Saved data entries
·····

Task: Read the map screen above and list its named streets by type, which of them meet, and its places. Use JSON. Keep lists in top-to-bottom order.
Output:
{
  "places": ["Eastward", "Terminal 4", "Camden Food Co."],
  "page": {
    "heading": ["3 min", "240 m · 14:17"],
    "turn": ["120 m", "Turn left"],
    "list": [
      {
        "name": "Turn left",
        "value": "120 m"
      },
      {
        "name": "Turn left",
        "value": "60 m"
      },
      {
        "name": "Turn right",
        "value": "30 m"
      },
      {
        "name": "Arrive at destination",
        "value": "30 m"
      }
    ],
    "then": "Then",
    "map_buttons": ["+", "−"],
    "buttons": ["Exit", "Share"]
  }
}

·····

A faithful, word-for-word copy of the data is the expected answer.

Task: Read the map screen above and list its named streets by type, which of them meet, and its places. Use JSON. Keep lists in top-to-bottom order.
Output:
{
  "places": ["Eastward", "Terminal 4", "Camden Food Co."],
  "page": {
    "heading": ["3 min", "240 m · 14:17"],
    "turn": ["120 m", "Turn left"],
    "list": [
      {
        "name": "Turn left",
        "value": "120 m"
      },
      {
        "name": "Turn left",
        "value": "60 m"
      },
      {
        "name": "Turn right",
        "value": "30 m"
      },
      {
        "name": "Arrive at destination",
        "value": "30 m"
      }
    ],
    "then": "Then",
    "map_buttons": ["+", "−"],
    "buttons": ["Exit", "Share"]
  }
}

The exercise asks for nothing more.